● **TO DO**: Look below for lines that hold the string "overflow" and copy each one.

[Saved entries]
BEGIN

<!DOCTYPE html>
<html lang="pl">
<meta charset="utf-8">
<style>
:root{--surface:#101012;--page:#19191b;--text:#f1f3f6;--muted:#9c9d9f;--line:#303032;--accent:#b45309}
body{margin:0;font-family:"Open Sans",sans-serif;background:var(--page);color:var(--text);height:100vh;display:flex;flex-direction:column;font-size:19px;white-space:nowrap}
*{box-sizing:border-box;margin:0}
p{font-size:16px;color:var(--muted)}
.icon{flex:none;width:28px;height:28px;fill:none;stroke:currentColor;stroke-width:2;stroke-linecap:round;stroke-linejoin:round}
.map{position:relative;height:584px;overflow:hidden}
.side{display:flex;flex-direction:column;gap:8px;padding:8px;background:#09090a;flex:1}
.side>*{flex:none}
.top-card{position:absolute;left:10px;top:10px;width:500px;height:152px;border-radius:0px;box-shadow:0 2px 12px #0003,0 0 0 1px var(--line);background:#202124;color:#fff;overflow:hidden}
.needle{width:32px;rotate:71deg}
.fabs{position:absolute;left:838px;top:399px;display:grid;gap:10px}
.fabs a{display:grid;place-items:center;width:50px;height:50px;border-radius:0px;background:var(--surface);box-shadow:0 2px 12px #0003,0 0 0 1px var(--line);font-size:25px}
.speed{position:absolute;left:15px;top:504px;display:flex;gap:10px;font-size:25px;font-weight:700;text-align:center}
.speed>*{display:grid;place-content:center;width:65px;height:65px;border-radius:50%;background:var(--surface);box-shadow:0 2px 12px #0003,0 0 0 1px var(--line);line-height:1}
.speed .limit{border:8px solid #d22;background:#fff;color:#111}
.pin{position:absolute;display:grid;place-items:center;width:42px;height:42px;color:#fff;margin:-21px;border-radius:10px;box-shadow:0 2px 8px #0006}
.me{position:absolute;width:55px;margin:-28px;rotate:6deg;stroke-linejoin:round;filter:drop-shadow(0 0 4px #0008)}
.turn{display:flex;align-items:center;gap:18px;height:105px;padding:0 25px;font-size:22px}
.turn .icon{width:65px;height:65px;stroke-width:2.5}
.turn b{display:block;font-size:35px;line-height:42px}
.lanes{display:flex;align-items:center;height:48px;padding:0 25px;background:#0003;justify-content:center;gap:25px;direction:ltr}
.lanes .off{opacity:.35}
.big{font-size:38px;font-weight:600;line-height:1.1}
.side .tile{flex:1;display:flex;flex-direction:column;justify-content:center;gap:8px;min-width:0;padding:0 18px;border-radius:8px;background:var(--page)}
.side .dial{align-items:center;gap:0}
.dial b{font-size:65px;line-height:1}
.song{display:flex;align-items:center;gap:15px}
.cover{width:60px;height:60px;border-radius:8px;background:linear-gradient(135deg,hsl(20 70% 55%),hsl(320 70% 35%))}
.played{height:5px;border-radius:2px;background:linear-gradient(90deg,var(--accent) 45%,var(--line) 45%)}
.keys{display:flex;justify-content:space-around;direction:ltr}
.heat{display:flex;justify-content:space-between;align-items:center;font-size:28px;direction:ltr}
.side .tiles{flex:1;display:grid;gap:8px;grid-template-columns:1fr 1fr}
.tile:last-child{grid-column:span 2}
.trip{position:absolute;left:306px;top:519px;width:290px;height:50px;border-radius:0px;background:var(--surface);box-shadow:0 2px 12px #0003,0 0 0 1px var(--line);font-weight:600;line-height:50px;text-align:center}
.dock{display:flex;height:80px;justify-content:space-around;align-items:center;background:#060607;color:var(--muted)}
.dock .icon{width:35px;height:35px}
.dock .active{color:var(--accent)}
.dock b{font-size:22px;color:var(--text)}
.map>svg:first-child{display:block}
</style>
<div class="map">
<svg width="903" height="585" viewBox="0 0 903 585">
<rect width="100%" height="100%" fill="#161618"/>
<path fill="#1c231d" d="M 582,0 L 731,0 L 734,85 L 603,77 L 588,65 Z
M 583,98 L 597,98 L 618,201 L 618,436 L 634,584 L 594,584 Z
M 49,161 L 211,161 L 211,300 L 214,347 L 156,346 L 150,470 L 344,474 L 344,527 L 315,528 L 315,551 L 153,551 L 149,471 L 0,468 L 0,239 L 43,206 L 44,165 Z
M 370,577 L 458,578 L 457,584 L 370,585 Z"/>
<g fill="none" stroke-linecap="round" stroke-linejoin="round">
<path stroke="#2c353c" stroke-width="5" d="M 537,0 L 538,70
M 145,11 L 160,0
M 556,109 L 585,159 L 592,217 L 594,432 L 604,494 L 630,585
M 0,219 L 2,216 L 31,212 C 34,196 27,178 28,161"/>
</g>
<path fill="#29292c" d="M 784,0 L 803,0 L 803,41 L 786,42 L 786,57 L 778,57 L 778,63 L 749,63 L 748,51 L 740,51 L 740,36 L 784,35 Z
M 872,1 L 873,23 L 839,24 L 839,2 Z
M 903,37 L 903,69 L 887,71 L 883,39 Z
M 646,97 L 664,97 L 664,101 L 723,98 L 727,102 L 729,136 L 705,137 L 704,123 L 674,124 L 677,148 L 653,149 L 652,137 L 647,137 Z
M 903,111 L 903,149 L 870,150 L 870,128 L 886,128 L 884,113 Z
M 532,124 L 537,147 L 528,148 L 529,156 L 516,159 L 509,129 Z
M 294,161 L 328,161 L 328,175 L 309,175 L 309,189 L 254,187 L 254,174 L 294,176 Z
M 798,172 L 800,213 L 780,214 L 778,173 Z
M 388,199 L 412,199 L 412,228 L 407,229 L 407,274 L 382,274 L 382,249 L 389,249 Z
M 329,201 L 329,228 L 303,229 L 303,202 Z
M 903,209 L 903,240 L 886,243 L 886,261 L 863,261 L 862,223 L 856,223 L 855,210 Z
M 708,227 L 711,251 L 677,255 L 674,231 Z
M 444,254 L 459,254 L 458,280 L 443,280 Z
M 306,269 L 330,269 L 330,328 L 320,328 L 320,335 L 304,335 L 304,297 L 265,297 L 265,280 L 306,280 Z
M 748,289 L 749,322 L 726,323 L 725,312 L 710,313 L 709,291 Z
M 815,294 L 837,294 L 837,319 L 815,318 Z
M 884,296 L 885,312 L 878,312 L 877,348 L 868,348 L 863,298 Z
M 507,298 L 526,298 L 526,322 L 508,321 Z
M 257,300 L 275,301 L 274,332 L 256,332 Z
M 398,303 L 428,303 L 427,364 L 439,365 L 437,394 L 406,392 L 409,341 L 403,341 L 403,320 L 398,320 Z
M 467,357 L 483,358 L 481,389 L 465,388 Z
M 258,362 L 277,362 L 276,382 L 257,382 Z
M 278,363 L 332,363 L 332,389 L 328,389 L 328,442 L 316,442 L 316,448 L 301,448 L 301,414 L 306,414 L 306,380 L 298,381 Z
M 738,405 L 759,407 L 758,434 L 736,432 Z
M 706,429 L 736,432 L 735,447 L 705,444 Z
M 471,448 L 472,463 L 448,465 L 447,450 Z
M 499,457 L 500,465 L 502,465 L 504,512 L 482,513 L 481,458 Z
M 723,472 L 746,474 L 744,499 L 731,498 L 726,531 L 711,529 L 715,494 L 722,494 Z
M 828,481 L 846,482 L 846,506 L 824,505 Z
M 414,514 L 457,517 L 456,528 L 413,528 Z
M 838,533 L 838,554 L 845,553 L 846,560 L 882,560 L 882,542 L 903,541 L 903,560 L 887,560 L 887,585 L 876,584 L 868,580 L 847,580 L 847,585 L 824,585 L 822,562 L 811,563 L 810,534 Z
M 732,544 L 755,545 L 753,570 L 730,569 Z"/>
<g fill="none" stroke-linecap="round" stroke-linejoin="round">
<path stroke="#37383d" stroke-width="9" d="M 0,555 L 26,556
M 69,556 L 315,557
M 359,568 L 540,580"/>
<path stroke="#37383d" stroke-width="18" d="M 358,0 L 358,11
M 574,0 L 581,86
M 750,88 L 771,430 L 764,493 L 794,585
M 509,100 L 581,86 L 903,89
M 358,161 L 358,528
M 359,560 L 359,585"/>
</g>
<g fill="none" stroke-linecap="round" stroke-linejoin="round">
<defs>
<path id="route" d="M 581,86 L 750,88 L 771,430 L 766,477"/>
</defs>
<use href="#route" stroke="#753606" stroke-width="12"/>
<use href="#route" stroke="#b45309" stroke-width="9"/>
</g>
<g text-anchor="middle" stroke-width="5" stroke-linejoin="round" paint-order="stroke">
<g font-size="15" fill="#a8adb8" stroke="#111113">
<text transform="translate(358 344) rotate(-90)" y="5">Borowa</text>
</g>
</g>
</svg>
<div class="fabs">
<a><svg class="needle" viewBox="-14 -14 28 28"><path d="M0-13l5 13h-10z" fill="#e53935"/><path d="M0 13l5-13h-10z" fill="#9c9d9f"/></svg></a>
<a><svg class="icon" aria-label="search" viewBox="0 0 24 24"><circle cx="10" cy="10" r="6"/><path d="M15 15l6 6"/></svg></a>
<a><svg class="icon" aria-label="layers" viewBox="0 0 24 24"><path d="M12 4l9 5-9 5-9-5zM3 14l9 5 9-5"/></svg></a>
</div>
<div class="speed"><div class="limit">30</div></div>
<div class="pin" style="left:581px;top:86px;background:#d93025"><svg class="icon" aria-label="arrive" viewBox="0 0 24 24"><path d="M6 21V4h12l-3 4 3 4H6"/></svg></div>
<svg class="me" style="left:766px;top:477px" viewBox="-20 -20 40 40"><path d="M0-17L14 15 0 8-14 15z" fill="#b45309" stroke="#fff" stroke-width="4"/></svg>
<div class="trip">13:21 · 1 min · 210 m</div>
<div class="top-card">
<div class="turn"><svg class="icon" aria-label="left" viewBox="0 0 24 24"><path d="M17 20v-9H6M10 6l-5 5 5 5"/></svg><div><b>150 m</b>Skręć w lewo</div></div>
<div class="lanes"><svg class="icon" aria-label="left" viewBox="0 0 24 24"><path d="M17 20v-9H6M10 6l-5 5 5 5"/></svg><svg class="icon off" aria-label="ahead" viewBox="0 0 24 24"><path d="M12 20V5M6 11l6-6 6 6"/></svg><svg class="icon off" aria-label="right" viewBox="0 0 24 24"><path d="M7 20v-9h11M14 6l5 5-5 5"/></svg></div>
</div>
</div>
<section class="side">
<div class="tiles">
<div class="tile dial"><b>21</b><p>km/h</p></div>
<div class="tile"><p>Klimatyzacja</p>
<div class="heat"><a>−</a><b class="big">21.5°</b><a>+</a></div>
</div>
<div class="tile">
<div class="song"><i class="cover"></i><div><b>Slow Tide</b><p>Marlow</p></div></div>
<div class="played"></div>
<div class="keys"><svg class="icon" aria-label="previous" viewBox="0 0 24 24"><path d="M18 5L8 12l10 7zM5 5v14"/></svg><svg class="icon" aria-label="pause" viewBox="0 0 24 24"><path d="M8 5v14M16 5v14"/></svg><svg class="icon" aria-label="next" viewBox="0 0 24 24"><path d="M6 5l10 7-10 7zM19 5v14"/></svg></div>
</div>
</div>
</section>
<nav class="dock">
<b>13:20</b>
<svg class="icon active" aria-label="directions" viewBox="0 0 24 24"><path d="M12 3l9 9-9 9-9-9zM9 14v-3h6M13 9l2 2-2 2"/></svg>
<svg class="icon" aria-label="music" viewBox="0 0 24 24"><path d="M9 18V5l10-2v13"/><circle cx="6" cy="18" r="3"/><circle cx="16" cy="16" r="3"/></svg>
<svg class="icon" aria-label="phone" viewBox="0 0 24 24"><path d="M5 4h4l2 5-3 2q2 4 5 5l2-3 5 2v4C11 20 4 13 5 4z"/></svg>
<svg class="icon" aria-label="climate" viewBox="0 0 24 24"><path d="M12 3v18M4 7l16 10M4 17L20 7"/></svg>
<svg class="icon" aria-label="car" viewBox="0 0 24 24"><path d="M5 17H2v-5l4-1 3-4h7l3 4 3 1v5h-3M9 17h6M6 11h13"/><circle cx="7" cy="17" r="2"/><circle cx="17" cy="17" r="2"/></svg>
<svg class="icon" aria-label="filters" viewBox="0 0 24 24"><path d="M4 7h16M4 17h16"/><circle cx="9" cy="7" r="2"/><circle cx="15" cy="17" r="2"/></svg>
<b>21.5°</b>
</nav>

END

● **ANSWER FOR THIS EXERCISE**:
.map{position:relative;height:584px;overflow:hidden}
.top-card{position:absolute;left:10px;top:10px;width:500px;height:152px;border-radius:0px;box-shadow:0 2px 12px #0003,0 0 0 1px var(--line);background:#202124;color:#fff;overflow:hidden}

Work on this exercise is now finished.